FFA, Fiscal Autonomy, Federalism, call it what you will.
It started out that we Scot’s would be about a couple of billion a year in the hole. Westminster suddenly realized that was less than what we had to pay as a part of UK debt, heck, we’re getting up there on being charged our share of London’s Olympics, Cross-rail (they didn’t offer a hand out on Edinburgh’s tram’s, did they?), being charged a pro-rata for London’s new sewer system, and god alone knows what we’ll have to pay if the World Cup comes back to England?
It’s fine, I hear, we got the Commonwealth Games, look at the subsidies there? As in what subsidies?
Then of course, there are the massive energy penalties that all Scots pay.
The amount Scotland would need subsidised began to escalate.
Five billion, seven, in the Sunday Express, it was ten billion – any advances?
You see, the Unionists quite literally scared many elderly into a no vote, they convinced others through biased propaganda, and finally there was the “VOW”. Well, not so much a VOW, but more ‘THE CON’; however although that’s largely now irrelevant, what isn’t, is that Scots voted to stay. Scots voted to be part of this Union.
What the Unionists aren’t revealing is that FFA might in the worst case be hell in a hand-basket for Scotland, but being in the Union, Westminster would still be responsible for it.
The interesting thing is that these ‘new massive deficits’ aren’t what they seem. They’re all predicated on the status quo.
So, effectively, London and her media bubble are saying ‘you can’t have it, because you can’t handle it’ while saying simultaneously ‘that debt, by the way, you’ve already got it, and we’re already covering it’
You see, the biggest part of that referendum business last year, was the ‘better together’ and ‘pooled resources’ bit.
When you look at it deeply, you quickly come to understand that what it’s all about is Westminster’s awareness that they’ve truly screwed things up; that and their unwillingness to be seen to have done so.
Let’s look at the scenarios.
Scenario one is FFA for Scots. We decide to do things differently, it’s successful, and egg gets thrown all over faces in the Palace in London.

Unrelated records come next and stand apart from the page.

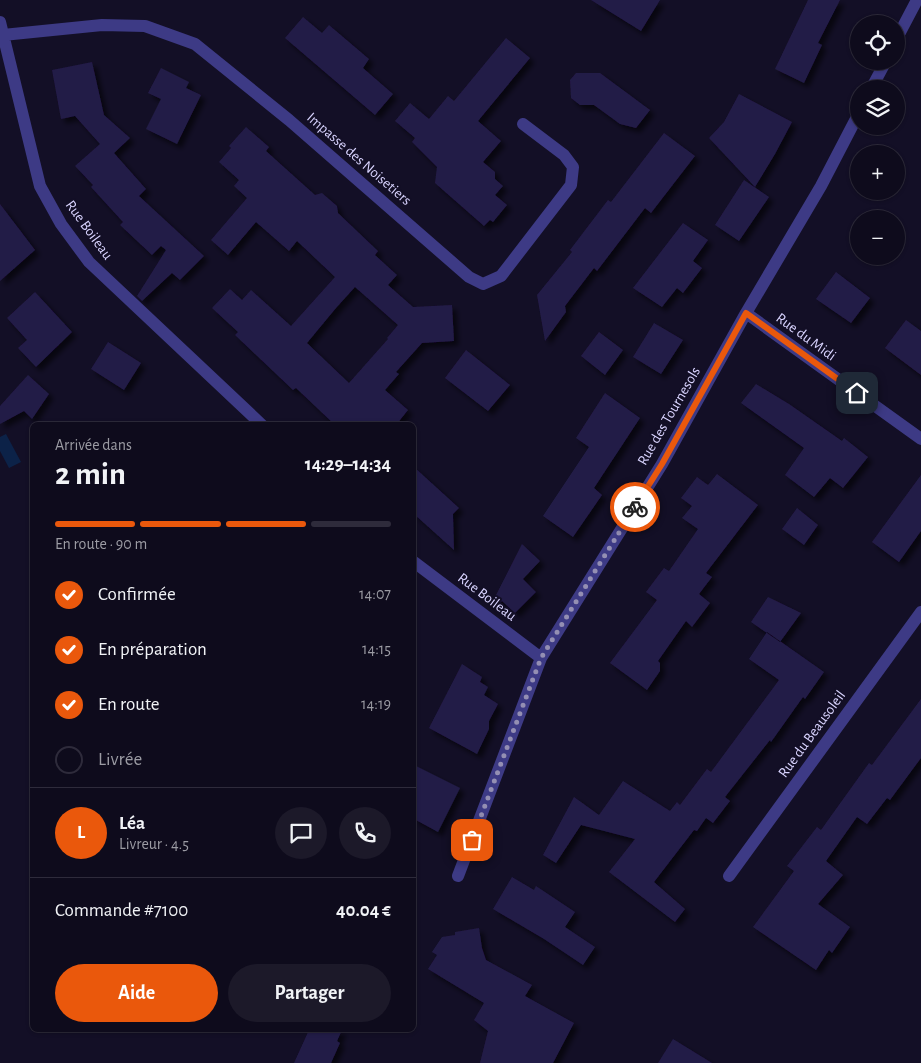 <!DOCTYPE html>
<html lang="fr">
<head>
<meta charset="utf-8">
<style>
	:root { --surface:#0e0b1c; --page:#1c1929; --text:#f1f3f6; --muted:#9b9ba3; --line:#2e2b3b; --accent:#ea580c }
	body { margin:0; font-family:"Alegreya Sans",sans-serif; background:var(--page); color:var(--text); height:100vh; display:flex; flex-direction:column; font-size:19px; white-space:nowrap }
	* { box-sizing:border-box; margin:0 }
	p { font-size:16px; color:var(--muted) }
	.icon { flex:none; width:28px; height:28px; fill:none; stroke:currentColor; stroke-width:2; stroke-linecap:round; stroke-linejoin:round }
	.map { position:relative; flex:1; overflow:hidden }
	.details { position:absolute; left:30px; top:422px; width:386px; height:610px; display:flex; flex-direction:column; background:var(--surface); border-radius:8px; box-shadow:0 1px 4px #0004,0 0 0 1px var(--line) }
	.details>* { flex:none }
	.controls { position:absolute; left:850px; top:15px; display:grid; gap:10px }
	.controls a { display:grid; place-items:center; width:55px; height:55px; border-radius:50%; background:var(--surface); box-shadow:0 1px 4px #0004,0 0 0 1px var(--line); font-size:25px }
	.pin { position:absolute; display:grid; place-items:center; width:42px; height:42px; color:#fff; margin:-21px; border-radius:10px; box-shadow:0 2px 8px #0006 }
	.courier { position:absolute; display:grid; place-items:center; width:50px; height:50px; margin:-25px; border:4px solid #ea580c; border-radius:50%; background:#fff; color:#222; box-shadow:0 1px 6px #0007 }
	.summary em { font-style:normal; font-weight:600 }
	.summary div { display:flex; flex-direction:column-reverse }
	.summary { display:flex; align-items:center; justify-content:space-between; height:85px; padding:0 25px }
	h1 { font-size:32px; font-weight:600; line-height:38px }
	.bar { display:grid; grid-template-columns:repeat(4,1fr); gap:8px 5px; align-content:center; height:60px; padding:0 25px }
	.bar i { height:6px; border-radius:4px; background:var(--line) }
	.bar .on { background:var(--accent) }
	.bar p { grid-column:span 4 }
	.line { display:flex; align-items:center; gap:12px; padding:0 25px; border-top:1px solid var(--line) }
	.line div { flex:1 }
	.round { display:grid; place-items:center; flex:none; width:52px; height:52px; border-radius:26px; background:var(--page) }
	ol { padding:0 25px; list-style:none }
	li { display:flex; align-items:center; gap:15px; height:55px }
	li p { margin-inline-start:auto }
	li .icon { padding:5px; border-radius:50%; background:var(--accent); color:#fff; stroke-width:4 }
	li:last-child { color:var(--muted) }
	li i { width:28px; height:28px; border:2px solid var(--line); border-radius:50% }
	.cta { display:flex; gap:10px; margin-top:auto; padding:10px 25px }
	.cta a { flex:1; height:58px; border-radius:30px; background:var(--accent); color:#fff; font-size:20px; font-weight:600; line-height:58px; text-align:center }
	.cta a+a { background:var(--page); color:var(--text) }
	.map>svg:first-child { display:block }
	.water { fill:#0c2248 }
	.building { fill:#241b47; fill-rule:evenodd; filter:url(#shadow) }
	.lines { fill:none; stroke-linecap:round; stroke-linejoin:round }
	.street { stroke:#3d3a85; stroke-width:12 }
	.done { stroke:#948fb3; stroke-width:5; stroke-dasharray:0 9 }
	.route { stroke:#ea580c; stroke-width:6 }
	.labels { text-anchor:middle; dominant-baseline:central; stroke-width:4; stroke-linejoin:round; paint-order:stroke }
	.street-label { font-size:15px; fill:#d9d4ff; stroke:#130f26 }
</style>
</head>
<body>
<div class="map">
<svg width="921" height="1063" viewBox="0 0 921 1063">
	<defs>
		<filter id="shadow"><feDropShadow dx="4.5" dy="4.5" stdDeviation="2.5" flood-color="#0009"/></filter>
	</defs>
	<rect width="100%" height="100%" fill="#130f26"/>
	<!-- water -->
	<path class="water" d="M6,434l15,28 -12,6 -9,-17v-14z"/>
	<!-- building -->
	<path class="building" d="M591,0h69l-19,31z
		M808,0h32l-22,43 4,2 -18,38 -29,-14z
		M303,17l19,16 7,-8 40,34 -6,9 30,26 -18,21 -90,-77z
		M506,38l24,20 -52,63 23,20 -18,21 12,10v7l8,7 -8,9 12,10 -14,17 -3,-2 -6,6 -49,-43 2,-16 -25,-25 3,-4 -20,-17 15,-18 19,16 19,-23 6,5z
		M92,62l12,53 26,23 -16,15 32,36 -7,7 65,60 -24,24 -8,-7 -30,28 -5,-5 29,-46 -5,-4 -9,9 -32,-30 3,-3 -32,-35 2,-2 -18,-19 25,-22 -25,-28 -14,3 -9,-49z
		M161,68l28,14 -3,6 15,7 -24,49 -31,-15 15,-30 -13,-6z
		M576,73h24l50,37 -14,18 -16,-4 -26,-19h-14l-9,-7 -1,-18z
		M739,94l53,28 -17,32 -20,33 -46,-49 15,-16z
		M246,127l23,20 -3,4 49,44 7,-2 15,13 1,7 40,38 -3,4 22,20 -9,10 25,22 39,-2 2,36 -32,2 -26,29 3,2 -14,16 23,20 -12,15h-61l-39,-37 -3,2 -58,-55 3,-3 -26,-24 18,-19 12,11 9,-10 40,36 44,-49 -38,-36 -8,10 -33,-29 -28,33 -17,-15 36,-42 -13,-12 5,-6 -20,-18 12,-14 -2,-2zM355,287l43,38 -11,13 1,1 -39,44 -42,-40 29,-35z
		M664,133l31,23 -44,57 -6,-5 -48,63 -3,-3 -29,38 1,6 -21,29 -8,-46 35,-43 -2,-2 38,-50 3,2z
		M744,180l25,17 -30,44 -24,-16z
		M0,204l35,46 -35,31z
		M683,223l25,17 -15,21 9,7 -19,25 -6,-5 -15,19 -29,-19z
		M836,272l34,26 -19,25 -35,-24z
		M35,292l37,40 -36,35 -18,-19 9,-8 -20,-22z
		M906,320l15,11v44l-36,-27z
		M654,323l29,17 -22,34 -28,-17z
		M599,332l24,18 -18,25 -24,-19z
		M108,342l33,21 -17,27 -33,-21z
		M466,350l44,35 -22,26 -43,-33z
		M28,375l21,19 -17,25 -8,-8 -24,13v-18z
		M756,384l33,20 53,37 2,-3 24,19 -25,31 -13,-10 -16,19 -29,-22 19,-27 -63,-45z
		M605,393l35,25 -46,70 8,7 -29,42 -30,-21 46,-69 -13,-9z
		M414,467l45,41 -6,6 1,36 -40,-36z
		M717,474l41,31 -52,68 6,4 -13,17 11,9 -18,24 -6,-6 -28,40 2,2v8l-13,19 -37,-27 47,-63 -11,-8 18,-24 5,3 29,-42 -16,-11 10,-12 -11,-8 16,-21 11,8z
		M921,475v56l-22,31 -27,-20z
		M797,508l21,17 -14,20 -22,-16z
		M522,544l18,17 -17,18 13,13 -21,21 -13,-12 -7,7 -4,-3z
		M768,597l33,16 -21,29 -29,-20z
		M767,632l57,40 -19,27 -2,-2 -32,45 -1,-2 -45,57 5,4 -17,22 -7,-5 -9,13 -3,-1 -40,52 31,27 -10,13 -66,-50 26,-33 -54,-14 -25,38 -13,-8 31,-58 25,18 24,-34 47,30 7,-9 3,3 27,-36 4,3 68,-92 -30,-21z
		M462,664l20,13 -2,5 8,5 -4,8 14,9 -9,17v8l-12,25 -48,-26z
		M921,699v59l-31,42 -3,-2 -20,26 -10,-7 -31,44 17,14 -25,29 32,23 -18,26 -3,-3 -13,20 -63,-43 41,-56 -7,-5 30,-39 4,3 48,-67 3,2z
		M414,765l46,23 -22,44 -24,-13z
		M512,877l22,13 2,-4 39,26 -10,15 30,20 -12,18 -39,-26 -51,-30z
		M479,928l3,20 4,12 46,25 -7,11 49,27 -21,40h-73l8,-32 -14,-11 10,-17 -56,-34 9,-14 -5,-3 10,-15 13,-2v-3z
		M309,1030h33l-5,11 3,2 -9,20h-37z
		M673,1039l39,24h-54z"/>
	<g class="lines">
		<!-- street -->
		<path class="street" d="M0,22l40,164 21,38 28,38 173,163
			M3,35l99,-10 43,1 50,18 94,76 180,157 14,7 18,-8 70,-91 2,-18 -9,-12 -41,-31
			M896,40l21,-40
			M871,89l15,-28
			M746,313l175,126
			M414,562l127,96
			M458,876l83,-218 121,-194 84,-151 75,-127 38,-73
			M729,876l192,-264"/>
	</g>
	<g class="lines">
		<!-- done -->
		<path class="done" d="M472,840l69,-182 94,-151"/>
		<!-- route -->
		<path class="route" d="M635,507l27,-43 84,-151 111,80"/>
	</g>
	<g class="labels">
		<!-- street labels -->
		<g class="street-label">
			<text transform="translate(359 159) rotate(41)">Impasse des Noisetiers</text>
			<text transform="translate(89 230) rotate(54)">Rue Boileau</text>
			<text transform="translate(806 337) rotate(36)">Rue du Midi</text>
			<text transform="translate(669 416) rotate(-60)">Rue des Tournesols</text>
			<text transform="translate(487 597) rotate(37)">Rue Boileau</text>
			<text transform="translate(812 734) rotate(-54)">Rue du Beausoleil</text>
		</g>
	</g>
</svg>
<div class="controls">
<a><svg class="icon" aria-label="locate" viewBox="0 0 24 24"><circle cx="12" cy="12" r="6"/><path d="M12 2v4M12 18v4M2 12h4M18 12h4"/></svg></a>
<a><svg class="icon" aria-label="layers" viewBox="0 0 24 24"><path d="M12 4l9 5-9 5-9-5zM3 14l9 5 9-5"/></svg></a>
<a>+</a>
<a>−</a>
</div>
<div class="pin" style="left:472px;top:840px;background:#ea580c"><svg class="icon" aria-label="bag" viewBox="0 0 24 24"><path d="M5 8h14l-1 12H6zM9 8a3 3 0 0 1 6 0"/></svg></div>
<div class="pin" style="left:857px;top:393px;background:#1f2937"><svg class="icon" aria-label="home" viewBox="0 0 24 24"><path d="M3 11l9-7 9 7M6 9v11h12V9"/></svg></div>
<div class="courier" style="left:635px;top:507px"><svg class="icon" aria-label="bike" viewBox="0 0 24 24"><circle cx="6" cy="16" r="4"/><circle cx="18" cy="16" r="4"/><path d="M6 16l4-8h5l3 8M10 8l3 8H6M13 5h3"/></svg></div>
<section class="details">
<div class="summary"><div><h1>2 min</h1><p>Arrivée dans</p></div><em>14:29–14:34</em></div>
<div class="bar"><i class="on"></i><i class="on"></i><i class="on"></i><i></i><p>En route · 90 m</p></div>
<ol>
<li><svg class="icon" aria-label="check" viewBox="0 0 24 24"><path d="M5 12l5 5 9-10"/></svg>Confirmée<p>14:07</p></li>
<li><svg class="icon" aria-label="check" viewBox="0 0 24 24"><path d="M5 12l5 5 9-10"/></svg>En préparation<p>14:15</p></li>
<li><svg class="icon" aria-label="check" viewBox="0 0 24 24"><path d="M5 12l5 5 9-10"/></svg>En route<p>14:19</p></li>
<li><i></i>Livrée</li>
</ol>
<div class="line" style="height:90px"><b class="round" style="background:var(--accent);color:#fff">L</b><div><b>Léa</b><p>Livreur · 4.5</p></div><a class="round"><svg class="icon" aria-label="chat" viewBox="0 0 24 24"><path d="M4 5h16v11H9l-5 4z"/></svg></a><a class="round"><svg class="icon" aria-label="phone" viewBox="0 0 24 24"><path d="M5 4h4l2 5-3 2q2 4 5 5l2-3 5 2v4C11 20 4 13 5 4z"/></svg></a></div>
<div class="line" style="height:65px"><div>Commande #7100</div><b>40.04 €</b></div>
<div class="cta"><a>Aide</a><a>Partager</a></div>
</section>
</div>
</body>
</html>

Scenario two is we blow it with knobs on. Scenario two will not happen overnight, economies just don’t change that fast, but if we did, Westminster steps in, removes FFA and slaps Scots for being idiots, perhaps by 2% more on income tax until we pay for ‘our folly’ – they could even propose that going in – it’s a bet I’d take.
Regardless, that extra levy couldn’t really be assessed, because Scot’s are only 10% of the UK, and the UK umbrella debt wouldn’t change by much. Even if we awarded all our underprivileged double benefits, and doubled the size of the NHS, it might only add 5% more to the UK debt burden. For me, that 5% isn’t a reason to say ‘NO’ FFA.
Imagine what Westminster would gain if FFA was achieved unfettered and implemented, without requiring the Governor General’s approval. Now imagine it failing, and that little penalty being imposed for a handful of years.
Effectively you’d do what George Robertson in fact claimed of Devolution, you’d kill the demands for ‘more’ stone dead, at least you’d do so in enough Scot’s eyes to stop the Nationalists movement in its tracks.
What will happen if FFA is an unmitigated success? You will end up with a thriving economy just humming along; an economy that benefits everyone, Scots and the Union alike.
If it’s just little different, then it’ll not cost either party more, if it doesn’t actually save money. Government is returned closer to the people, never a bad thing, and responsibility returns to a more local level.
Effectively, the only reason then for Westminster not following FFA is because they believe it will succeed. And they’re scared of that, because in that success they’ll see a demand for more powers and a lessening of their own prestige and influence.
Why should they believe that? They’ve every reason in the world. Just look at Holyrood, the ‘wee pretendy parliament’, which was just called an executive but is now in the eyes of the world an actual ‘Parliament’, with a respected ‘First Minister’.
We demonstrated with Holyrood that although they ‘gied us lemons, we made lemonade’. Westminster and her backers are truly terrified to see what we might achieve with FFA.